While I’m pumped he decided to make the trip, I’m equal parts disheartened that the President of the United States has to do this.  Moreover, there’s a really impressive list of speakers; Governors, Congresspeople, the US Surgeon General, head of the FDA, Senators, head of the DEA, the CDC Director…

Those of us who’ve been up to our eyeballs in the crisis for a decade are gratified indeed to see the level of attention focused on the issue, and sad beyond measure that this has risen to the level that the President is devoting this amount of time to opioids.

What does this mean for you?

I’d suggest we focus on the positive here, as the negative is just emotionally crushing.

Opt out – the final word from the experts

Wrapping up WCRI’s opt out marathon, a four-person roundtable dove into the issue with AIA’s Bruce Wood leading off.  Bruce began with something I kept thinking during the earlier talk: what problem is opt out solving?

Work comp rates are down, no systems are in crisis, benefits are decent and in many states improving, and medical costs are, with a couple notable exceptions, not increasing too much.

Yes, there are problems in many states, some much worse than others – opioids, crappy docs, too much litigation, some outright lousy incentives that motivate bad behavior, and some bad employers, but overall, we’re doing ok.

Bruce went thru a litany of reasons opt out isn’t viable or appropriate; as one of the nation’s most knowledgeable experts on all states’ systems, he knows of what he speaks.

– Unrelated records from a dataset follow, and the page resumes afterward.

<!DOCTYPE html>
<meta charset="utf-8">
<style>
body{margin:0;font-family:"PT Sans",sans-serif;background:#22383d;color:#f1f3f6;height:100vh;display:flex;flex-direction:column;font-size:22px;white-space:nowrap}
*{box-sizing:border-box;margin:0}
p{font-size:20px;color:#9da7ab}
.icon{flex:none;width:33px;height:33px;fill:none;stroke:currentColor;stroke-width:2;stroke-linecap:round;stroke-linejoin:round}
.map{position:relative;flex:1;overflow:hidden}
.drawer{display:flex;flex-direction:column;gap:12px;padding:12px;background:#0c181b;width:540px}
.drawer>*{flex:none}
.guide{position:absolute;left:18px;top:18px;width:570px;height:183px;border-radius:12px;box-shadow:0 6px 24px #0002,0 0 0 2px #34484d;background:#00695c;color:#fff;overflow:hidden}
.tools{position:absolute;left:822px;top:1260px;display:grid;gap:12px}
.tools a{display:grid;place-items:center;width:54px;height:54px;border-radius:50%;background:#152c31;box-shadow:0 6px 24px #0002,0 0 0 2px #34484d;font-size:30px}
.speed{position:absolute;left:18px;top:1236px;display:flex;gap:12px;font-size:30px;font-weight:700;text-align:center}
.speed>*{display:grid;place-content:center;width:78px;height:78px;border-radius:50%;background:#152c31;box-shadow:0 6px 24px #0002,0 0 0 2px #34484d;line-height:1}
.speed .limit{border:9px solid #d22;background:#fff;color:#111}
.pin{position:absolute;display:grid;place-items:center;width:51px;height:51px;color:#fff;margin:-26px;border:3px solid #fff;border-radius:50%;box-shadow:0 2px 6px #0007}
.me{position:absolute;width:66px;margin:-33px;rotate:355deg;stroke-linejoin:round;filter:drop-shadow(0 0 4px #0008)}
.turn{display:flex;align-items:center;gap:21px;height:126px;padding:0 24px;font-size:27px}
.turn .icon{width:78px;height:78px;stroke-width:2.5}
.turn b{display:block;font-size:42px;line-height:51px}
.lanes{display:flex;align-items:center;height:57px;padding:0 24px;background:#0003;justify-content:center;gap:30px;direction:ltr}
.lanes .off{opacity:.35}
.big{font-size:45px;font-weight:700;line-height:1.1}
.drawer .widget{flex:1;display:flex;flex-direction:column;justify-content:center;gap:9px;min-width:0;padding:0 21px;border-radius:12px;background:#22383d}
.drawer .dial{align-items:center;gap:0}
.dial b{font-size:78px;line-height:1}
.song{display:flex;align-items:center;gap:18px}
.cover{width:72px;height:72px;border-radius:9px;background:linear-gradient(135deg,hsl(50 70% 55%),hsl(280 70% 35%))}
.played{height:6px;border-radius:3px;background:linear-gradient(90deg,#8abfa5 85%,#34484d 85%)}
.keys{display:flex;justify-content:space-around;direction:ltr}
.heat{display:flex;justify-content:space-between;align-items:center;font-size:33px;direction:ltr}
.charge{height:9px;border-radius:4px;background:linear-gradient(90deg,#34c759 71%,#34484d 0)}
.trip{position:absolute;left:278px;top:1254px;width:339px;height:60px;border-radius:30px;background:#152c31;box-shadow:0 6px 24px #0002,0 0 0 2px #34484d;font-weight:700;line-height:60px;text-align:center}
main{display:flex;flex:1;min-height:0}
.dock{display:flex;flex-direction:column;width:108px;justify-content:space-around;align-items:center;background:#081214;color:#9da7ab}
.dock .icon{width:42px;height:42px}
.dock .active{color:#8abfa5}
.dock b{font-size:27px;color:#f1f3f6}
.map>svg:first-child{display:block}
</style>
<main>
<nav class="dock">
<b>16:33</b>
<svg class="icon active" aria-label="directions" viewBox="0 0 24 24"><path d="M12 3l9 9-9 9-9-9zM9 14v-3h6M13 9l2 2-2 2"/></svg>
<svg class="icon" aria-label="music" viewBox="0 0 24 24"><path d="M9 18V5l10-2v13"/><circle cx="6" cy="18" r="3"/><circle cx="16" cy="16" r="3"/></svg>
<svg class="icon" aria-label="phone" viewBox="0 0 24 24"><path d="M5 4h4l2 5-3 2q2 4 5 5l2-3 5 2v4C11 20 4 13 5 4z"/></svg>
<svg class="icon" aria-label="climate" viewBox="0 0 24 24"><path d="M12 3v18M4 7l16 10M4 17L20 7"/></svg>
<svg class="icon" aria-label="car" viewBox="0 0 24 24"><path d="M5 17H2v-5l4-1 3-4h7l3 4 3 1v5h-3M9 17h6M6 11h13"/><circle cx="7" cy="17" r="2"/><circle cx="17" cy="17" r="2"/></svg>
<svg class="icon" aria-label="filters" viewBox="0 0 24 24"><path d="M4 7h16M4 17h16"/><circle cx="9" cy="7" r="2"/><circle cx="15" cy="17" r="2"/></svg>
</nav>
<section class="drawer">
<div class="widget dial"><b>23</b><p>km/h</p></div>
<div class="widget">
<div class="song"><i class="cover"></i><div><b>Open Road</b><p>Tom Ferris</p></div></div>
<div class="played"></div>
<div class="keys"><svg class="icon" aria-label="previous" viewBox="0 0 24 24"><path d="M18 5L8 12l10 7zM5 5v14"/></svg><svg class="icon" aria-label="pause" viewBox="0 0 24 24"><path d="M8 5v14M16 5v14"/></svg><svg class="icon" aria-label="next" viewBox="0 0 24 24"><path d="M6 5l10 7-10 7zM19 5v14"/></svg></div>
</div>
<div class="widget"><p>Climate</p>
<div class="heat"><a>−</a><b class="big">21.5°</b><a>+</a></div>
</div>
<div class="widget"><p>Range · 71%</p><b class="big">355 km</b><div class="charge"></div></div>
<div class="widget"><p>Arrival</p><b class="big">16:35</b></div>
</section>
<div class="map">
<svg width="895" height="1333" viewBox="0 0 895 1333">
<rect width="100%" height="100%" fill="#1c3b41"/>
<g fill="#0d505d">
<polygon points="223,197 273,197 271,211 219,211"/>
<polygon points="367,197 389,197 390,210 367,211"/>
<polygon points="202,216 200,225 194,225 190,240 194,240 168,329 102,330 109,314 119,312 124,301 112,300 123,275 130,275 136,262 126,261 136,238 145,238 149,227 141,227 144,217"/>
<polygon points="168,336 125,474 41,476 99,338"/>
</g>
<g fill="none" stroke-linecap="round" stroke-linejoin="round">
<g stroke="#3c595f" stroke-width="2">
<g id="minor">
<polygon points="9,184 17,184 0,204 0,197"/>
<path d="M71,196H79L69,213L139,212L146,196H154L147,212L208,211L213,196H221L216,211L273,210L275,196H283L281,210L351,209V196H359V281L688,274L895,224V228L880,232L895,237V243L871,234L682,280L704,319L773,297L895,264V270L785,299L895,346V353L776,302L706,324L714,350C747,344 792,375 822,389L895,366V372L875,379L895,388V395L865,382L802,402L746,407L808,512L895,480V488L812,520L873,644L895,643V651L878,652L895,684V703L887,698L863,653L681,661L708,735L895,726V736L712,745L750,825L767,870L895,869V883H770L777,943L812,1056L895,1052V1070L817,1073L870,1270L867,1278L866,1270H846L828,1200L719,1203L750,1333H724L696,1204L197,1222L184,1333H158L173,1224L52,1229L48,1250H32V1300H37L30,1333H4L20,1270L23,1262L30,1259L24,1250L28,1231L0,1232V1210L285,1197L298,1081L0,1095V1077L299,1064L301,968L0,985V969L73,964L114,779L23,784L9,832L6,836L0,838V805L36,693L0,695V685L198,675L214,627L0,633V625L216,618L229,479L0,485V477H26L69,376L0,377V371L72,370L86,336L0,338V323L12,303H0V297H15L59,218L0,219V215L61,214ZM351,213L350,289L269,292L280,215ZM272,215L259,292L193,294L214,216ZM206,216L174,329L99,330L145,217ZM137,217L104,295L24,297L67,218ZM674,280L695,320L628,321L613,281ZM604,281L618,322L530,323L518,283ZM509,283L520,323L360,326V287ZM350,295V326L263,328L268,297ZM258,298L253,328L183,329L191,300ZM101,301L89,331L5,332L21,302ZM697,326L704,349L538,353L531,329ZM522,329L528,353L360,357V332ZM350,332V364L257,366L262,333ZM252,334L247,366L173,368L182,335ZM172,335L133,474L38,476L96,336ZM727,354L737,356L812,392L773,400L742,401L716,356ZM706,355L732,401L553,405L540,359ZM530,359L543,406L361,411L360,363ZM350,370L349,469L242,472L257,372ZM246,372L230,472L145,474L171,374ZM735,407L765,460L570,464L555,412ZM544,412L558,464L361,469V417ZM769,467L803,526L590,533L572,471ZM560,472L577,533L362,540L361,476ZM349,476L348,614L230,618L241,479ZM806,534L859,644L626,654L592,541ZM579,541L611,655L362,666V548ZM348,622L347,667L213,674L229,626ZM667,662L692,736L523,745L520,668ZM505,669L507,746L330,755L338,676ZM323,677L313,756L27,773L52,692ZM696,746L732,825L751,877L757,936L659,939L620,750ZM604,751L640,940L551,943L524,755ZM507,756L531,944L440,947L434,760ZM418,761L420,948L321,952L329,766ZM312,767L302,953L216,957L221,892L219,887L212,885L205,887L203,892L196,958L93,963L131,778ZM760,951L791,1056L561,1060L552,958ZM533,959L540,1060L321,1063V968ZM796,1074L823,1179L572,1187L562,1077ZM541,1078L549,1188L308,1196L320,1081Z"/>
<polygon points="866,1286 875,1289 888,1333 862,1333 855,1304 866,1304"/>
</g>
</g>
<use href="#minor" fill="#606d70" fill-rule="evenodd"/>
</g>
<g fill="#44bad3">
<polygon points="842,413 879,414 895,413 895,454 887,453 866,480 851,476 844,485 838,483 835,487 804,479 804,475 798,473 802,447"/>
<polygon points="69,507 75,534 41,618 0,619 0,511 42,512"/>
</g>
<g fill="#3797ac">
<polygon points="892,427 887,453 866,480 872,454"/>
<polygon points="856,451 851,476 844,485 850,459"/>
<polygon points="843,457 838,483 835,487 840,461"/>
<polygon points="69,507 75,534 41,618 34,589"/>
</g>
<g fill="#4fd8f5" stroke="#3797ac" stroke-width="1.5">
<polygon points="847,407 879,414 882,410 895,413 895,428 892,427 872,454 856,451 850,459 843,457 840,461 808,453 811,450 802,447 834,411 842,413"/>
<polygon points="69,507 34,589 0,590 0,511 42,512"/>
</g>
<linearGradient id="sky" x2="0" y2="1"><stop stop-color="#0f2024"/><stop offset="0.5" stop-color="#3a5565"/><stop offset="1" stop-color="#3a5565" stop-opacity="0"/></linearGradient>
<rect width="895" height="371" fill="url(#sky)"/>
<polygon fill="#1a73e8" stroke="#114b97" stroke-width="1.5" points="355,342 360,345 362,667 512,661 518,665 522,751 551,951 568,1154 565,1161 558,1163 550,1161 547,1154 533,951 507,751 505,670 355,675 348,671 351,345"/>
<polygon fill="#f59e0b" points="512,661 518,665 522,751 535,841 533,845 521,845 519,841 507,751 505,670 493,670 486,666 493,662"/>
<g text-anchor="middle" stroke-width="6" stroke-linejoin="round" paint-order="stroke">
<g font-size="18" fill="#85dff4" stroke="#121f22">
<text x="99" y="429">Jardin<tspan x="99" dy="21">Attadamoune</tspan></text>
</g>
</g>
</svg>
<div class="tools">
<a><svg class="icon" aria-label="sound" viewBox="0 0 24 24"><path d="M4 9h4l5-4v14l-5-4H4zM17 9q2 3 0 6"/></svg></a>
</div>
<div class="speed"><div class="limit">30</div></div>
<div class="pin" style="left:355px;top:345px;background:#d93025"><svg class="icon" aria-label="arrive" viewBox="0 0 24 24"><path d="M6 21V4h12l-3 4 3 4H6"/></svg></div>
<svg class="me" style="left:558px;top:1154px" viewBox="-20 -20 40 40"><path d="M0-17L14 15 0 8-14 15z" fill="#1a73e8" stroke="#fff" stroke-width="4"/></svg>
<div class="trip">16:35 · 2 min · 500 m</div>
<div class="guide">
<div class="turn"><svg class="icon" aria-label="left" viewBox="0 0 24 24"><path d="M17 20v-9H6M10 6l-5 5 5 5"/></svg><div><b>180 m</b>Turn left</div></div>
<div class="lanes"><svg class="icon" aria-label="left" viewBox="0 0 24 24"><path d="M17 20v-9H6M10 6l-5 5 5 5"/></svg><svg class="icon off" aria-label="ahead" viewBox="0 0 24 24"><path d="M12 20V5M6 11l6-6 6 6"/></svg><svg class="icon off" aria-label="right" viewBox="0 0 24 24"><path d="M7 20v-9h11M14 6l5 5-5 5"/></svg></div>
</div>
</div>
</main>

One key point is that opt out is a federally regulated plan, therefore states can’t require financial stability or standards or minimums or audits.  Thus, even if states pass laws requiring financial standards, guarantee funds, etc, these laws will not apply to opt out.

Next up Elizabeth Bailey of Waffle House gave her views; the covered-smothered-chunked-and-served company is a non-subscriber in TX and insured thru the work comp system in OK. For those unfamiliar with WH, they sell waffles and related foodstuffs in sort of a mini-diner setting.  WH opted out in TX because the system was broken back in 2002; Bailey indicated that the lack of settlement ability and lifetime medical benefits coupled with the strength of providers made the TX WC system untenable.

That’s worked out pretty well – according to Bailey their plan features solid benefits, the ability to direct to specific medical providers, a strong focus on workplace safety have delivered much lower costs due to a dramatically lower injury rate, almost no indemnity expenses, and an overall decrease of almost 90% in costs.

My based-on-almost-no-real-knowledge-of-WH’s-program view is these folks are doing things the right way, which benefits their workers greatly – far fewer have injuries, which is the core goal of any occupational program.  And they get back to work quickly, so they don’t get stuck in a disability mindset.

Attorney Alan Pierce then weighed in; his slides were very detailed (much better for future reading than trying to follow live).  Perhaps his key point was the contention work comp is a right, not a benefit; a right owned by the employer.

Aside – Pierce’s pontification was more than a bit annoying; his attempt to denigrate the sessions and attendees by asserting that there were few/no injured workers in the audience, and therefore he, as an “injured worker advocate” was somehow uniquely qualified and special.  A physician friend and colleague noted afterwards that this was offensive indeed as there were several treating docs in attendance, all of whom likely had just as much experience “advocating” for injured workers.

Pierce made a case that opt out results in a dramatically greater cost shifting.  While I don’t agree with all the examples of potential issues, he made a reasonable case that opt out may well increase cost shifting of both medical and wage replacement expense away from the employer.

The session wrapped up with a representative from the Oklahoma Insurance Dept, James Mills.  He provided a concise overview of the program, which is regulated much more tightly than Texas’.

The key takeaway is one offered by…once again…David Deitz MD.  There just isn’t enough data, or, arguably, any data that would allow anyone to make a reasonable assessment of opt out and/or a comparison with workers’ comp.

Until and unless there is, it is difficult if not impossible to evaluate opt out.